In 2016, I rediscovered my passion for the genre through a documentary about famous street photographers in New York.

woman walking down a red staircase.

Photo: Guido Klumpe

It would be great to hear more about your images.

I see the city as an urban landscape whose forms, colors, and light I document in relation to the inhabitants. It's important to me to have a clear focused composition. My style is strongly minimalist to abstract. I'm less interested in technically perfect renderings of reality than in a humorous or at times confusing interpretation of the urban spaces that surround us. The colors in my images are vibrant because I prefer to shoot on clear, bright sunny days.

Guido Klumpe´s art on a wall.

Photo: Guido Klumpe

What inspires you? And what are you inspired by – is it films, books or magazines? Or the things that surround you?

At the moment, I enjoy going to the outskirts and arterial roads of cities. I love the areas where there are lots of factories, malls, car dealerships, etc. The colorful facades, graphic shapes, and people moving around this scenery inspire me. It's like a backdrop that I can play with. I pay attention to graphic markers where my eye lingers. It's like they light up. This can be anything, for example, a shopping center with a staggered roof or a bollard in front of a painted wall. I start working through the scenery, abstracting it. To do this, I make several laps around the object, get down on my knees, go far away and close to it. It's like playing with Legos. I take everything apart in my head and put it back together again.

crow sitting on a roof.

Photo: Guido Klumpe

I look for lines that converge, superimposed shapes that turn the sky into a graphic element, and so on. With gas stations or a furniture store, this can easily take over an hour. In the beginning I only see the obvious, the more exciting ideas for pictures don't come immediately. Sometimes the light isn't right either and then I go back another day. I often superimpose several image layers and pull the aperture small so that all of the layers become sharp and the viewer loses their orientation. I work with the fragile moment when three-dimensional elements of the cityscape transform into a two-dimensional abstract photograph that shows balanced pictorial tension. For me, a good picture is one that is not immediately understandable. A good picture captures the attention of the person looking at it and makes them ask themselves questions: What is this? Where is the front and the back? What is happening outside the image? I prefer to be out and about on sunny, clear days, because that's when then colors shine really brightly and the hard contrasts give me more design options. I try to incorporate people into the scenery wherever possible, but that doesn't always work out. And since I see myself as a street photographer, I would never take extras along, even though it's sometimes hard.

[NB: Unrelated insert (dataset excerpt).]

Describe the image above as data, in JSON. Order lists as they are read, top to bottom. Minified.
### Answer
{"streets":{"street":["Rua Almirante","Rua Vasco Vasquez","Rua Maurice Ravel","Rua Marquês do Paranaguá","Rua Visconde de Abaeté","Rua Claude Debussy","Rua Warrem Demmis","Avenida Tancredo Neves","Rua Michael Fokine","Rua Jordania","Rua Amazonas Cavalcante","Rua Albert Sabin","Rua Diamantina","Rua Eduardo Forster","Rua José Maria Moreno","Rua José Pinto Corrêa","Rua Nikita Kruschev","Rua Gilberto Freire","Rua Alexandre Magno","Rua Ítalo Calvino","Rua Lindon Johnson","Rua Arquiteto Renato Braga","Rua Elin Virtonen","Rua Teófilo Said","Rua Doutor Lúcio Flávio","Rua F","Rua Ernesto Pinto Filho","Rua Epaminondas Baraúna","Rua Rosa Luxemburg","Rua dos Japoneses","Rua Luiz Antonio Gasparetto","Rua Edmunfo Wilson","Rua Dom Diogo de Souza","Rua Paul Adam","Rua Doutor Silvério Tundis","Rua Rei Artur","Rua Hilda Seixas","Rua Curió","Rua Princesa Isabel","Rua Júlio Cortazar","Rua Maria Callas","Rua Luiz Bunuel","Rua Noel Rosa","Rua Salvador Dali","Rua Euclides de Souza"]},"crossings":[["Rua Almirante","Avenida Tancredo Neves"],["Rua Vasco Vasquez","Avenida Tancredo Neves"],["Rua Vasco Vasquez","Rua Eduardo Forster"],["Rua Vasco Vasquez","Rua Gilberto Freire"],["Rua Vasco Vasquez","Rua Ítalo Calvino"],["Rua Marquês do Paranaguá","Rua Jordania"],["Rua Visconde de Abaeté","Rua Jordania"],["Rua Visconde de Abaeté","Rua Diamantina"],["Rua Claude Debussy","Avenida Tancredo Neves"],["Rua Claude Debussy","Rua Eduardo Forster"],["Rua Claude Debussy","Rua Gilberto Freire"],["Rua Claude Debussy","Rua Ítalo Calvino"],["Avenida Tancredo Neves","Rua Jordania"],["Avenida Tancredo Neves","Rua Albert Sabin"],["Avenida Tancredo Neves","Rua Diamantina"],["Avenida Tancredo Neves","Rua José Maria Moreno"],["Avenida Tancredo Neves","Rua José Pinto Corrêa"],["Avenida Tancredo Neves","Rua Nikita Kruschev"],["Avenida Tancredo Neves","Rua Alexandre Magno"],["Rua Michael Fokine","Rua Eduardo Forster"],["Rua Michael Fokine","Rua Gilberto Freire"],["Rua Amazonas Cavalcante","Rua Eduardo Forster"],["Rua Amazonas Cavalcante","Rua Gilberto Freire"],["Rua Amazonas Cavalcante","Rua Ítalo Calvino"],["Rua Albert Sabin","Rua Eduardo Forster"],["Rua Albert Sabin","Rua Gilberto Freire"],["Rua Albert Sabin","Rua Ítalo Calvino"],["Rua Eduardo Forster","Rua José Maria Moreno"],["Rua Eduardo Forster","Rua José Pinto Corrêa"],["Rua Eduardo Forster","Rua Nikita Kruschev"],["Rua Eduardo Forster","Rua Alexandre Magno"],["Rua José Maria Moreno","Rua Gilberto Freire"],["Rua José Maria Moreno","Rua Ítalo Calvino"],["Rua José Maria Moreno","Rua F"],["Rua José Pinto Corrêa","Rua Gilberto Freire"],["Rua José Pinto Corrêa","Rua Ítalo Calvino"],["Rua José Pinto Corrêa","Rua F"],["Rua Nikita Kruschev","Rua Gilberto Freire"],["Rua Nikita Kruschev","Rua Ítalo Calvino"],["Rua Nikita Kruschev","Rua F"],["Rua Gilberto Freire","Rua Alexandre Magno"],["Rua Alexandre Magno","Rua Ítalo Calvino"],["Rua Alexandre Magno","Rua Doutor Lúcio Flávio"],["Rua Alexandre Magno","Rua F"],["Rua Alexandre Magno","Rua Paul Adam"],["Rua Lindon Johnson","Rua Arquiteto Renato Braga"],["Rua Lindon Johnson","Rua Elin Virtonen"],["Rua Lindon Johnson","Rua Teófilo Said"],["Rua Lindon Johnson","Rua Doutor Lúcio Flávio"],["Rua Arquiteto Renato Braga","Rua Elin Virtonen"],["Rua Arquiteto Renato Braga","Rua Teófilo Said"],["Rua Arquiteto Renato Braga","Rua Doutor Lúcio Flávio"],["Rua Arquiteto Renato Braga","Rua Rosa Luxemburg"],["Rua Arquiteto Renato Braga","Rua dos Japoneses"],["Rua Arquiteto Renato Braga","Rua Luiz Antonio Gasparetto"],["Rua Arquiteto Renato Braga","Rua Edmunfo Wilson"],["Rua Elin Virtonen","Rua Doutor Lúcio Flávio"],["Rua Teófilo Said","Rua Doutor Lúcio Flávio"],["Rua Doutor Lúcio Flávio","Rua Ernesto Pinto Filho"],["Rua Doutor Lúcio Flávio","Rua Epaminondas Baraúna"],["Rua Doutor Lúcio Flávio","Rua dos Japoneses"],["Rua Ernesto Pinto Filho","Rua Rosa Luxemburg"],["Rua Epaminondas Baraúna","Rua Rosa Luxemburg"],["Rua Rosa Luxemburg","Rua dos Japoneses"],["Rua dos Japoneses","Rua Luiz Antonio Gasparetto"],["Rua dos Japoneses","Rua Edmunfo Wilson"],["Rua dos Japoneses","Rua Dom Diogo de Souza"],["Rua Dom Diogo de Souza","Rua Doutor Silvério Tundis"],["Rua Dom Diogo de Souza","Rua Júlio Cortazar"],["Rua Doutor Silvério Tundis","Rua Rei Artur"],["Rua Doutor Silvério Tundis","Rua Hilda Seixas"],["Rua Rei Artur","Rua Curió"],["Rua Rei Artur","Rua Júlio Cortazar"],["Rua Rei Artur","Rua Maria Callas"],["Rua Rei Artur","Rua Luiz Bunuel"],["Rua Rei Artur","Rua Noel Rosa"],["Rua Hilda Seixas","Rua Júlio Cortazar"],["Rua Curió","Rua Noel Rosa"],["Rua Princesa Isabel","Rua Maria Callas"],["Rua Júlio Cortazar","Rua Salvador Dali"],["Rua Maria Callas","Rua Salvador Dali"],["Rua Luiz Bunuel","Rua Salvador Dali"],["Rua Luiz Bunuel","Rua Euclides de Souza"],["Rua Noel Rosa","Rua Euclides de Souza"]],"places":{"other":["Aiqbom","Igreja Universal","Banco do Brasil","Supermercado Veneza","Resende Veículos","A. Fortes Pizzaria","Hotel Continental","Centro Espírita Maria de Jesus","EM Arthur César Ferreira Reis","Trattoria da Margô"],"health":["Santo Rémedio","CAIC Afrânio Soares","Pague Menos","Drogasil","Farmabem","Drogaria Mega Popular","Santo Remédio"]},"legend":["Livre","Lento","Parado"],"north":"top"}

Guido Klumpe´s art on a wall.

Photo: Guido Klumpe

What has been the biggest highlight of your career so far?

So far, I've been most excited about the invitation to join the "Street Sans Frontières" exhibition in Paris in May. Works from the world's most famous street photographers were shown there.

What are your plans for the rest of the day?

I'll first make a nice cup of coffee and then go out for a little spin with my camera.